Teresa María Ortega López: La política autárquica fue un instrumento concienzudamente pensado por la dictadura, y se trató de una herramienta de las muchas otras que tuvo para castigar a los vencidos. Tuvo unas consecuencias lamentables que trajeron consigo unos efectos creo que mayores de los que esperaban. Y claro, todo esto tenía que ser justificado de alguna manera. Es decir, esos efectos colaterales tan negativos tenían que ser explicados, porque estamos hablando de los años 40, está todavía muy caliente la Guerra Civil y tenemos un panorama internacional marcado por la Segunda Guerra Mundial. La dictadura empieza a buscar una justificación que le diga a la sociedad que esto es así por la ‘pertinaz sequía’ y por la destrucción de la guerra, provocada evidentemente por esa ‘bestia negra’ llamada socialismo, anarquismo o Segunda República. Ese mito se mantuvo durante mucho tiempo y se desvaneció precisamente cuando se cambió de política económica con la apertura a partir de los años 50. En este sentido, hay que tener en cuenta que la apertura hacia Europa permite que sectores deprimidos puedan marcharse fuera y buscar soluciones que no encuentran aquí.
P: Dejando de lado la justificación del hambre y centrándonos en Andalucía, tratáis también el uso que hace el régimen de esta región con esa visión estereotipada de “alegría” y “desenfado” que muestra un tipo de familia rural e idealizada con un hombre rudo, incluso paleto, y una mujer abnegada, que vive feliz haciendo las tareas del hogar.

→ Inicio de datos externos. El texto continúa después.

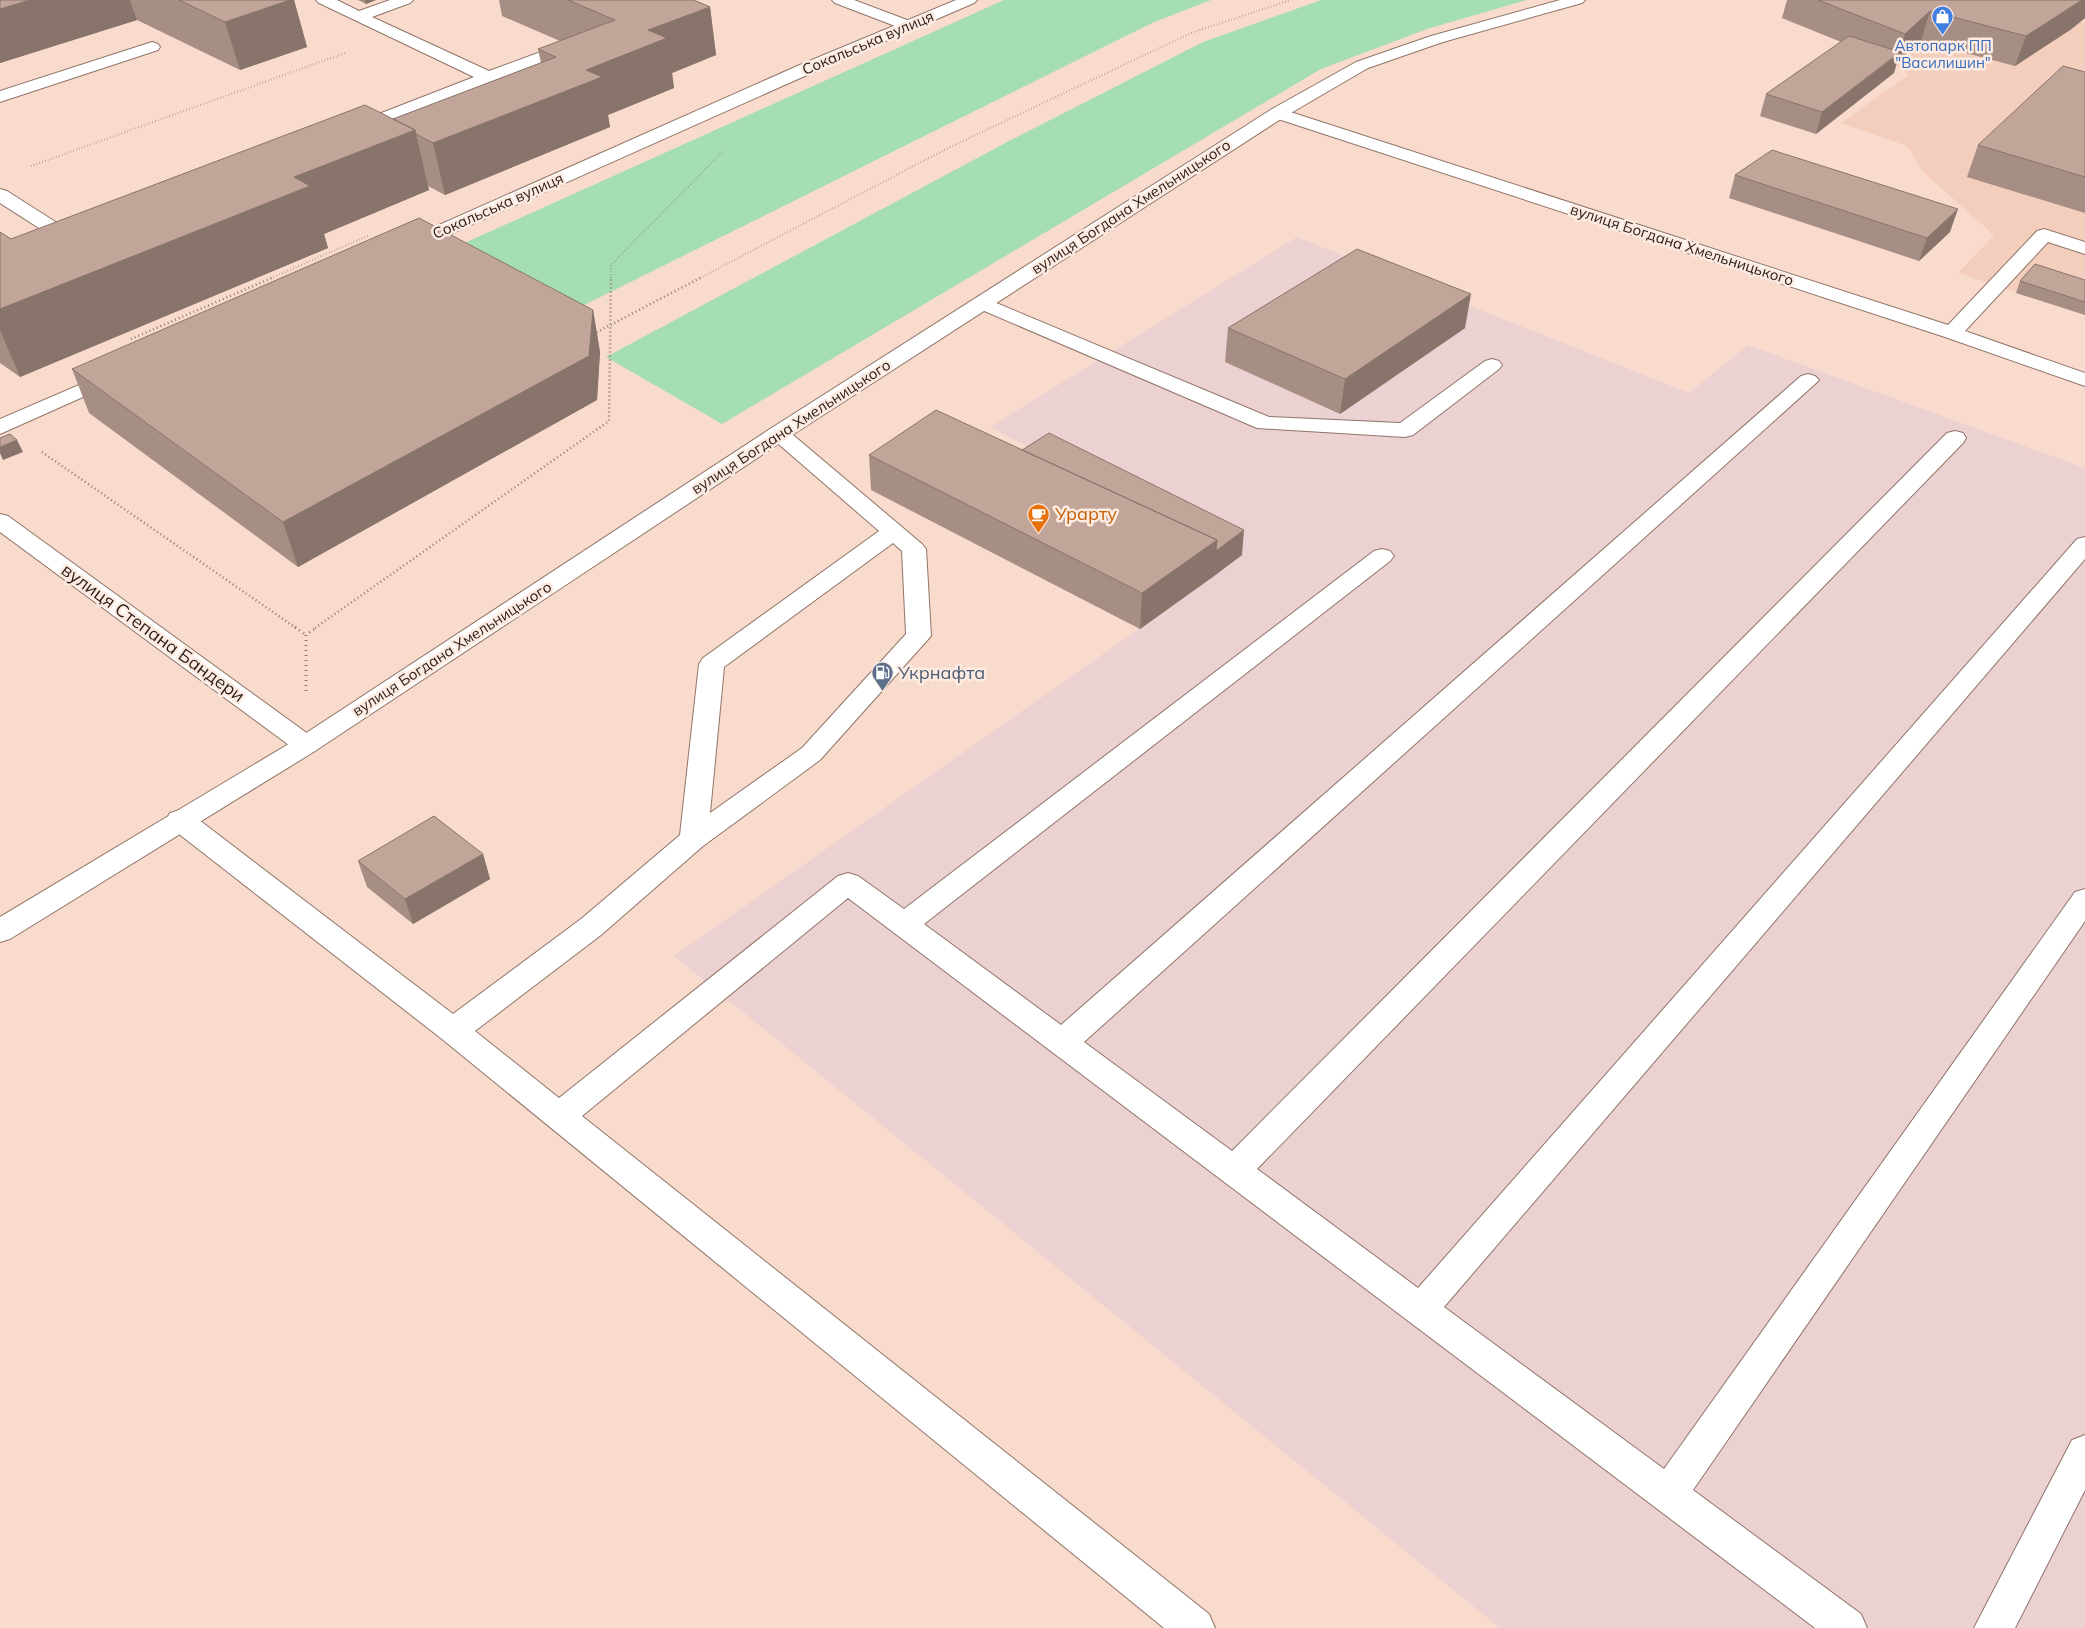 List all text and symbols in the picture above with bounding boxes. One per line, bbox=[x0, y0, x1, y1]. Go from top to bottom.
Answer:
shop icon: Автопарк ПП "Василишин" bbox=[1931, 5, 1955, 36]
street label: Сокальська вулиця bbox=[799, 6, 937, 79]
place label: Автопарк ПП "Василишин" bbox=[1894, 36, 1992, 72]
street label: вулиця Богдана Хмельницького bbox=[1028, 135, 1234, 278]
street label: Сокальська вулиця bbox=[429, 168, 566, 243]
street label: вулиця Богдана Хмельницького bbox=[1568, 199, 1796, 290]
street label: вулиця Богдана Хмельницького bbox=[688, 355, 894, 498]
cafe icon: Урарту bbox=[1027, 502, 1051, 533]
place label: Урарту bbox=[1054, 502, 1117, 525]
street label: вулиця Степана Бандери bbox=[57, 558, 250, 707]
street label: вулиця Богдана Хмельницького bbox=[349, 577, 555, 720]
fuel station icon: Укрнафта bbox=[870, 661, 894, 692]
place label: Укрнафта bbox=[897, 661, 985, 684]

Si eliminamos el mito, ¿cuál es la radiografía real de la sociedad andaluza de entonces?
Teresa María Ortega López: A ese carácter afable que parece que tenemos los andaluces y a esa filosofía de vida se van añadiendo una serie de componentes, que hacen que la región se vea de forma especial para demostrar esa incapacidad que tenía para alcanzar logros económicos. Porque la inversión a nivel nacional, que favorecía a otras regiones, como a Cataluña desde el siglo XIX, se nota.

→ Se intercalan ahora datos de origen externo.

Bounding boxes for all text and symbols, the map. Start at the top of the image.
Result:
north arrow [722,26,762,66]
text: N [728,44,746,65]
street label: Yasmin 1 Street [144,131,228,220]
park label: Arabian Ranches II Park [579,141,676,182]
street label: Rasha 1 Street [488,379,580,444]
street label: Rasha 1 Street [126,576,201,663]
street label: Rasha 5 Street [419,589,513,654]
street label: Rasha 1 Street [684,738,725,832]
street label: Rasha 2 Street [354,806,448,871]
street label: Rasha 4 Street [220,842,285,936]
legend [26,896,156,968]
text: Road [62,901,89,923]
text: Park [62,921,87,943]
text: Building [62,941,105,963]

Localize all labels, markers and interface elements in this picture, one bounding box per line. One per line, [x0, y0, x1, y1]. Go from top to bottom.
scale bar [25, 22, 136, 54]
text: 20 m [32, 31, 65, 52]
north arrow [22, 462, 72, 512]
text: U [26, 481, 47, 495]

Ese desarrollo económico, dentro del pensamiento liberal, debería traer consigo bienestar para la población, pero cuando no se da ese desarrollo, pues trae esas bolsas de pobreza, esos grupos sociales que dependen de la beneficencia que se va poniendo en marcha por las diputaciones, los ayuntamientos y Andalucía, una región que necesita mucho y recurre mucho a esa beneficencia pública. Todo esto queda muy bien enmarcado en una historiografía que empieza a forjarse en el siglo XIX.

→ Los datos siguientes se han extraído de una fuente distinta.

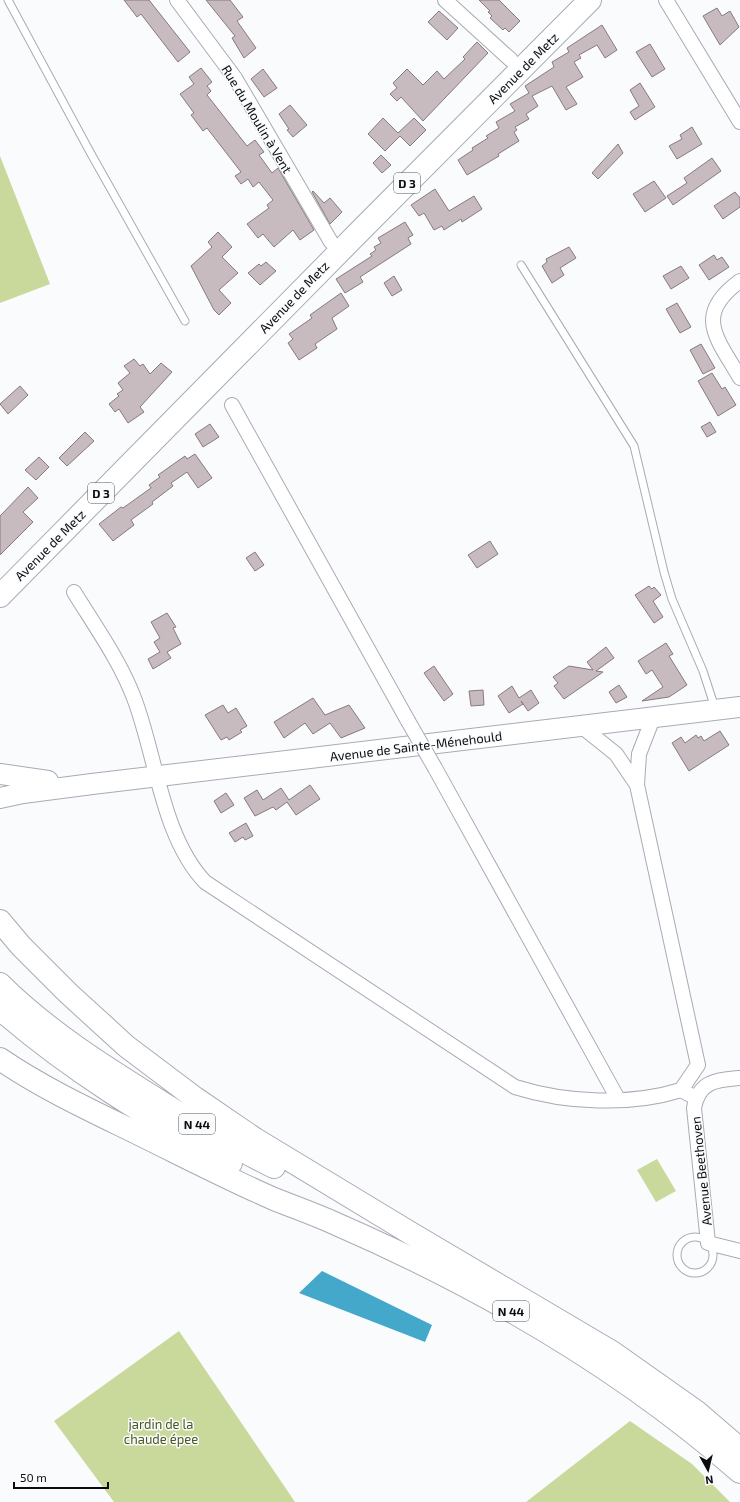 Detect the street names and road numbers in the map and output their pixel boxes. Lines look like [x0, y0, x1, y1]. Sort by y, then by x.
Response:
street label: Avenue de Metz [484, 29, 562, 107]
street label: Rue du Moulin à Vent [218, 62, 296, 176]
road number: D 3 [394, 173, 420, 193]
street label: Avenue de Metz [256, 258, 332, 336]
road number: D 3 [88, 483, 114, 503]
street label: Avenue de Metz [11, 506, 89, 584]
street label: Avenue de Sainte-Ménehould [329, 727, 503, 765]
road number: N 44 [179, 1114, 215, 1134]
street label: Avenue Beethoven [687, 1116, 715, 1226]
road number: N 44 [493, 1301, 529, 1321]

Y esa imagen de esa Andalucía atrasada que difícilmente puede prosperar, se mantiene también en el siglo XX, atraviesa el franquismo y se mantiene en la democracia. Cuando se habla de esa Andalucía que, con ese aspecto negativo, no ha sabido prosperar económicamente —se produce ese millón de andaluces que a partir de los 50 o 60 tienen que salir de la región para marcharse a otras comunidades españolas o fuera incluso de España—, no se hace un análisis de si eso fue en buena medida motivado por determinadas políticas económicas centralistas. Y claro, siempre vemos que esa imagen en negativo es la que permanece en la retina de los libros de historia, pero también del resto de los españoles, del resto de las regiones. Todavía tenemos una serie de estereotipos que nos acompañan a los andaluces cuando salimos fuera de Andalucía. Yo espero que este libro sirva precisamente para acabar con esos mitos, para mostrar que a veces todo está montado sobre un artificio irreal que nada tiene que ver con la realidad.